EXERCISE AIM →
The answer must be a single number: how many lines in the entries hold the string "absolute".

(Collected data entries)
++++++

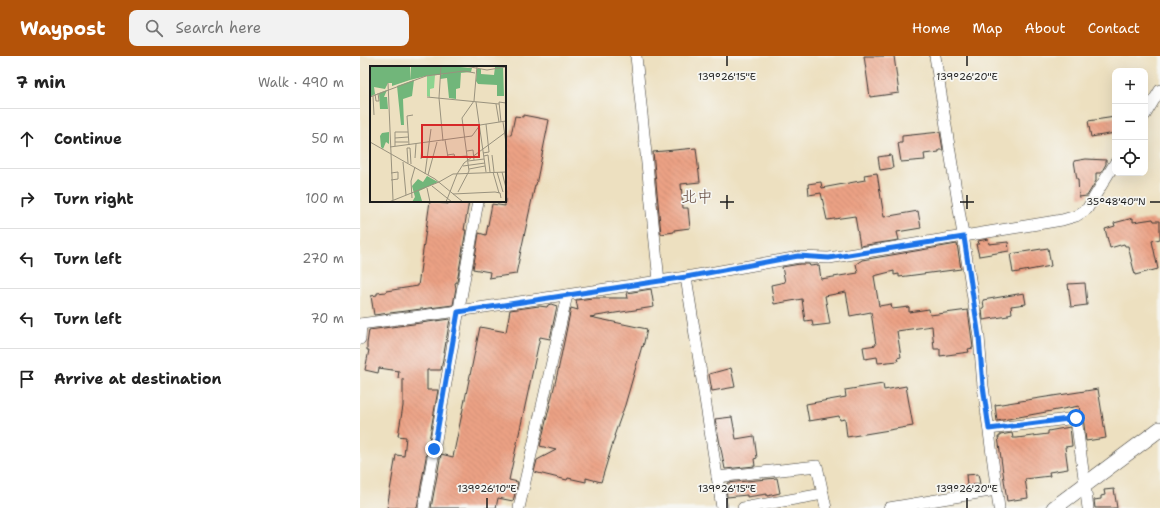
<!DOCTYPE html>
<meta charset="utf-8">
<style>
:root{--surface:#fff;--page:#f2f2f2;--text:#222;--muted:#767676;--line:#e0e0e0;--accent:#b45309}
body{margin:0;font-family:"Shantell Sans","Klee One",sans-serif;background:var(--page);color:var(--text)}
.controls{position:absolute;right:12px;top:12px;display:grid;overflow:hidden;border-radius:8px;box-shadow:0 4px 16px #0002}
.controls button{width:36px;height:36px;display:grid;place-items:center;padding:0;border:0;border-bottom:1px solid var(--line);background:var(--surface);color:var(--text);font:20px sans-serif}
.stop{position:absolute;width:12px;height:12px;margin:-9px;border:3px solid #1a73e8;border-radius:50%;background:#fff}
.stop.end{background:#1a73e8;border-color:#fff;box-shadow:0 1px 4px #0008}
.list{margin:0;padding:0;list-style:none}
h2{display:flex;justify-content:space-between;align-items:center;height:52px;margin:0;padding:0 16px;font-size:17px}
h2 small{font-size:13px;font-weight:400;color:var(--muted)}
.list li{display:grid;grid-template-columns:26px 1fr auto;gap:12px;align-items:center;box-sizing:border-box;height:60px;padding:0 16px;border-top:1px solid var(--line)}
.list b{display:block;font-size:15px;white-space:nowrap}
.list em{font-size:13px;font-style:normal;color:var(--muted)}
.icon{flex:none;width:22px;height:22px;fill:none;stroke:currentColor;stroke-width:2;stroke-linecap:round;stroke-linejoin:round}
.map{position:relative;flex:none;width:800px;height:452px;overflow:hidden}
header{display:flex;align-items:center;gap:24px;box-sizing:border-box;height:56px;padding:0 20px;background:var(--accent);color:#fff}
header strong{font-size:19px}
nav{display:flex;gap:22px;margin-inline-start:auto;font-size:14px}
.search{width:280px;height:36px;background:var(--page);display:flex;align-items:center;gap:10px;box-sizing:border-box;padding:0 14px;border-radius:8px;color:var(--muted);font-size:15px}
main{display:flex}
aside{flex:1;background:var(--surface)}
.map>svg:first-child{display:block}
</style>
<header>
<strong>Waypost</strong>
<div class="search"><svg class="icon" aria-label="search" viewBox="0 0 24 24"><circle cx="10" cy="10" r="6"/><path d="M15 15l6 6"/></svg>Search here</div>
<nav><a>Home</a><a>Map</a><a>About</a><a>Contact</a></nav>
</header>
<main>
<aside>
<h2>7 min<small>Walk · 490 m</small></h2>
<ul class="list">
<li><svg class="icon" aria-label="ahead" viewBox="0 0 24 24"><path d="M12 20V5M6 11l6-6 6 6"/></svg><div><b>Continue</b></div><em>50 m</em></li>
<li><svg class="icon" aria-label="right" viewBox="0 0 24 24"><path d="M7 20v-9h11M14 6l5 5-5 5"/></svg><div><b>Turn right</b></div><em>100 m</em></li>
<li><svg class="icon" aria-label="left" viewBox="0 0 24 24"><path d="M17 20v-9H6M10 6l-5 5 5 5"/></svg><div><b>Turn left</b></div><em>270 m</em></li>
<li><svg class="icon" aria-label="left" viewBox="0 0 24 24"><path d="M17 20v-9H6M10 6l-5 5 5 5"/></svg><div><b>Turn left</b></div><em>70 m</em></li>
<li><svg class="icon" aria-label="arrive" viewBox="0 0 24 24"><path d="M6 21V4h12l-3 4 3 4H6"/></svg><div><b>Arrive at destination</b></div></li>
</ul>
</aside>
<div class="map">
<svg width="800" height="452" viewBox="0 0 800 452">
<defs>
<pattern id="building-back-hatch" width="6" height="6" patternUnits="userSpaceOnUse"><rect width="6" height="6" fill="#eba184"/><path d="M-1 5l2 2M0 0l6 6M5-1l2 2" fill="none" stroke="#c98a71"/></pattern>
</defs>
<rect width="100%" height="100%" fill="#f6f6f2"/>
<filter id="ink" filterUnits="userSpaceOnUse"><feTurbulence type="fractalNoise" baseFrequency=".025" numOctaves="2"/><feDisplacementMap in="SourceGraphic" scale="8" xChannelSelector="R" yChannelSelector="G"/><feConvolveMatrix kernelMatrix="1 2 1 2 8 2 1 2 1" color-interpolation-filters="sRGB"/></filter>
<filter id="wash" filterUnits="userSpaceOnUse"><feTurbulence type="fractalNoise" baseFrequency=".012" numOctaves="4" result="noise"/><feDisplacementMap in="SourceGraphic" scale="16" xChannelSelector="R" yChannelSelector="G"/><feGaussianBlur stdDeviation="0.9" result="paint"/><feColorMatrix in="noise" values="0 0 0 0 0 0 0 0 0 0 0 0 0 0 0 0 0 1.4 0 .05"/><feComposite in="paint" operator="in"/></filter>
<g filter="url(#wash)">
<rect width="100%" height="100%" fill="#ede0c0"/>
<g id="blocks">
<g fill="url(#building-back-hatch)">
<path d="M504,0H534L539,37L510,41Z"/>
<path d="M163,59L189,64L176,129H175L156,218L129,222L130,216L113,213L119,177L126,179L132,148L145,150V78L151,79L155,60L163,61Z"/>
<path d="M755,61V77L731,81L728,65Z"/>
<path d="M580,76L583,94H579V96L564,98L565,104L541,106L538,87H542V80Z"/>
<path d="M336,92L340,126L321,128L323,152H328L330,172L314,174V176L301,178L293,96Z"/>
<path d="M531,99L533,112L520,114L518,101Z"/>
<path d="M726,103L746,104V108L741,117H736V125L727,140L719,141L718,123H717L714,105Z"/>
<path d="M517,117L524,161L558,155L561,172L537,176L539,184L500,190L495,160L467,164L461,137L449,139L448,128L461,126L462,132L505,124L504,119Z"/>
<path d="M70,145L88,148L89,145H109L104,174H106L97,226L95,227L96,232L93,249L14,259L11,240L17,239V237L26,236V235L58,230Z"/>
<path d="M773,162V166L793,163L794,165H800V183L792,185L798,213L775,219L768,190H765L764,188L750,192L745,173L755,170L754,167Z"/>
<path d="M628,183L629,188L648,186L649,195L619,200L616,188H619L618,185Z"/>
<path d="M597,188L601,213L539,221V218L534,219V215L514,220L519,250L531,248L532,253L549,251V256L569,253L570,259L608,254L613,292L608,293L609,296L580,300V293H574L572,270L537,275L541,301L537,302L538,305L518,307L517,301L505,303L503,291L516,289L511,256L490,260L486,236L465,240L470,268L453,270L452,264L445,265L442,243L414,248L411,229L425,226L422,211L440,208H449L450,210L459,209L461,223L498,217L496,208L502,204Z"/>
<path d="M688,192L691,210L653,217L650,198Z"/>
<path d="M725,227L727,249L711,251L708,228Z"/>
<path d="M291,233L294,251L230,261L287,273L283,291L282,290L265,349L254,380H255L241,426L226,422V426L208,422L207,424L174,416L177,404L196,394L180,390L198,315L211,252L218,254L216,244L233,242H268L267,237Z"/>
<path d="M664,237L666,248L651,250L652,257L648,258V260L623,264L622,252H624L623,244Z"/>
<path d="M191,248L197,250L190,283L180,281L149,424L158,426L153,445L138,442L136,452H71L81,398L93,401L120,271L146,276L150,254L179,250L187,251L188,249Z"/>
<path d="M90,263L81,314H67V334H78L57,452H27L36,399L44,400L46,381L38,380L43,350V323L38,322L39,315L19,312L18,317L5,314L9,294H7V288L9,274Z"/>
<path d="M371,312L375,331L352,335L349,318Z"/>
<path d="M523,328L524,334L546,330L553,370L487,381L485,363L480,364L479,360L449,365L446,348L486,341L485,334Z"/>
<path d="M738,333L746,382L726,385L723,361L720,356L719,350L637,365L635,349Z"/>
<path d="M372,361L376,383L394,380L397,402L394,403L395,410L365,413L355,363Z"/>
<path d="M710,371L712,390L705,391L708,413L689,416L690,420L665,423L668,442L647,445L638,381H640V379L652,377L653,382H657L688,378V375Z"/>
<path d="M618,418L620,428L607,430L606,419Z"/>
<path d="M417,422L420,437L407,440V438L387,441V439L367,441L366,430H367V427Z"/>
<path d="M754,433L757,452H735L734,444L741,443V440L745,439L744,434Z"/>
</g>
</g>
</g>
<g filter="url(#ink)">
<use href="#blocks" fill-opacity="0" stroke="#3b3935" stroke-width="1"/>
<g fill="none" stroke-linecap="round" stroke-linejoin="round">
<g stroke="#3b3935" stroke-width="12">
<g id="street">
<path d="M276,0L299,225"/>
<path d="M575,0L619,281L623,330L639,452"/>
<path d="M785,59L800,34"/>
<path d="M326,221L362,452"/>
<path d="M0,268L98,255L326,221L439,201L469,202L702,164L716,160L727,153L755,107"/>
<path d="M0,283L1,268"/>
<path d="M629,373L716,362L728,452"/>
<path d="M357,421L457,410L466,452"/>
<path d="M64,452L118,145"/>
<path d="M159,452L207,239"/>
<path d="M383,452L463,438"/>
<path d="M529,452L636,434"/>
</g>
</g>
<g stroke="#3b3935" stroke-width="16">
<path id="secondary" d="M694,452L800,373"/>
</g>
<use href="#street" stroke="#fff" stroke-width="11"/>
<use href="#secondary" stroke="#fff" stroke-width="15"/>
</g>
</g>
<g fill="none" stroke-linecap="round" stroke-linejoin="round" filter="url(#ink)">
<path stroke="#1a73e8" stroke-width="5" d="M74,393L98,256L326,221L438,200L469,202L604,181L619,281L623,330L629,373L716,362"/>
</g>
<path fill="none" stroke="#1c1c1c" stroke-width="1.5" d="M367,0V10M607,0V10M367,139V153M607,139V153M360,146H374M600,146H614M790,146H800M127,442V452M367,442V452M607,442V452"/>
<g text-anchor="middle" stroke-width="3.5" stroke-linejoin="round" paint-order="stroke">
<g font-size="16" fill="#644b40" stroke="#f6f6f2">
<text x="337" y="146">北中</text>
</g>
</g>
<g transform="translate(10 10)">
<rect width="136" height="136" fill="#ede0c0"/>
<path d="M1,0H40V14L22,20V17H18L15,23L4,21L5,28L0,31ZM79,0L102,2L101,6L56,10L40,14L41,1ZM125,1H133L134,30H127V19L108,18L106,15L107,3H111V8L124,9ZM91,6L90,22L86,23V33L79,32L77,12L70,13V9ZM44,14L42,30L33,33L34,59H31L27,20ZM17,24L14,31H17L18,43H10L9,27ZM19,66V78L16,76L13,83L11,81L10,70L12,67ZM57,110L68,116L49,125L52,135L42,136L45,131L42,120L48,113L53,116Z" fill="#71b67a"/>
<path d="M65,9L64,22L60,23V31L57,30V10Z" fill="#8cd48f"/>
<path fill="none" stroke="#99927e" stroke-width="1" d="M95,0L117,4L136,1M18,17L23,134M5,28L6,35H9L8,27M3,30L4,49M0,31L56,10L94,5L105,7M57,31L129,38M69,32L73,75M69,32L71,0M106,36L116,106M126,38L129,56M131,56L129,36L136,37M133,56L136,77M25,72L38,71M75,74L78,91L85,90M0,76L65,113L93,136M25,76H38M39,79L37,50L43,49M25,80V66H38M20,81L102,70L110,59L136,55M97,85L103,84L104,94M113,87L119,86L116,58M77,89L84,88L85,91L97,90M122,89L124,106M114,90L118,89L120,106M45,92L46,78M51,93L52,78M98,95L114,93M33,96L36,129M38,97L37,82H40L41,98M93,100L115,97M99,103L115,100M123,106L129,127M127,106L133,126M132,106L136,122M21,107L28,106V113L21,114M55,108L61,63M58,109L67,76M69,116L83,108L136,106M62,120L82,136M57,122L60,136M88,126L99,105L92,52L104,35L107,0M83,128L125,126L130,127L131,132M42,132L41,115L45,101M19,136L69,116M76,136L87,108L94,97L136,66"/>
<path fill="#d62828" fill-opacity="0.15" stroke="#d62828" stroke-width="2" d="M52,59H109V91H52Z"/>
<rect width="136" height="136" fill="none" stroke="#1c1c1c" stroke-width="2"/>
</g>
<g font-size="10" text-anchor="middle" fill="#1c1c1c" stroke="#f6f6f2" stroke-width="3.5" stroke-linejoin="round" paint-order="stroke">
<text x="367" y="24">139°26'15"E</text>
<text x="607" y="24">139°26'20"E</text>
<text x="756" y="149">35°48'40"N</text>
<text x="127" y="436">139°26'10"E</text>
<text x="367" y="436">139°26'15"E</text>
<text x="607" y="436">139°26'20"E</text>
</g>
</svg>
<div class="controls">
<button>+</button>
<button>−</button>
<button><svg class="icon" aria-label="locate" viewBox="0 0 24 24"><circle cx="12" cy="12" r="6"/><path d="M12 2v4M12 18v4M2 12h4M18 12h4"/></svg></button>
</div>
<div class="stop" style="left:716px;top:362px"></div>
<div class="stop end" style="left:74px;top:393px"></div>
</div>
</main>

++++++

YOUR RESPONSE →
2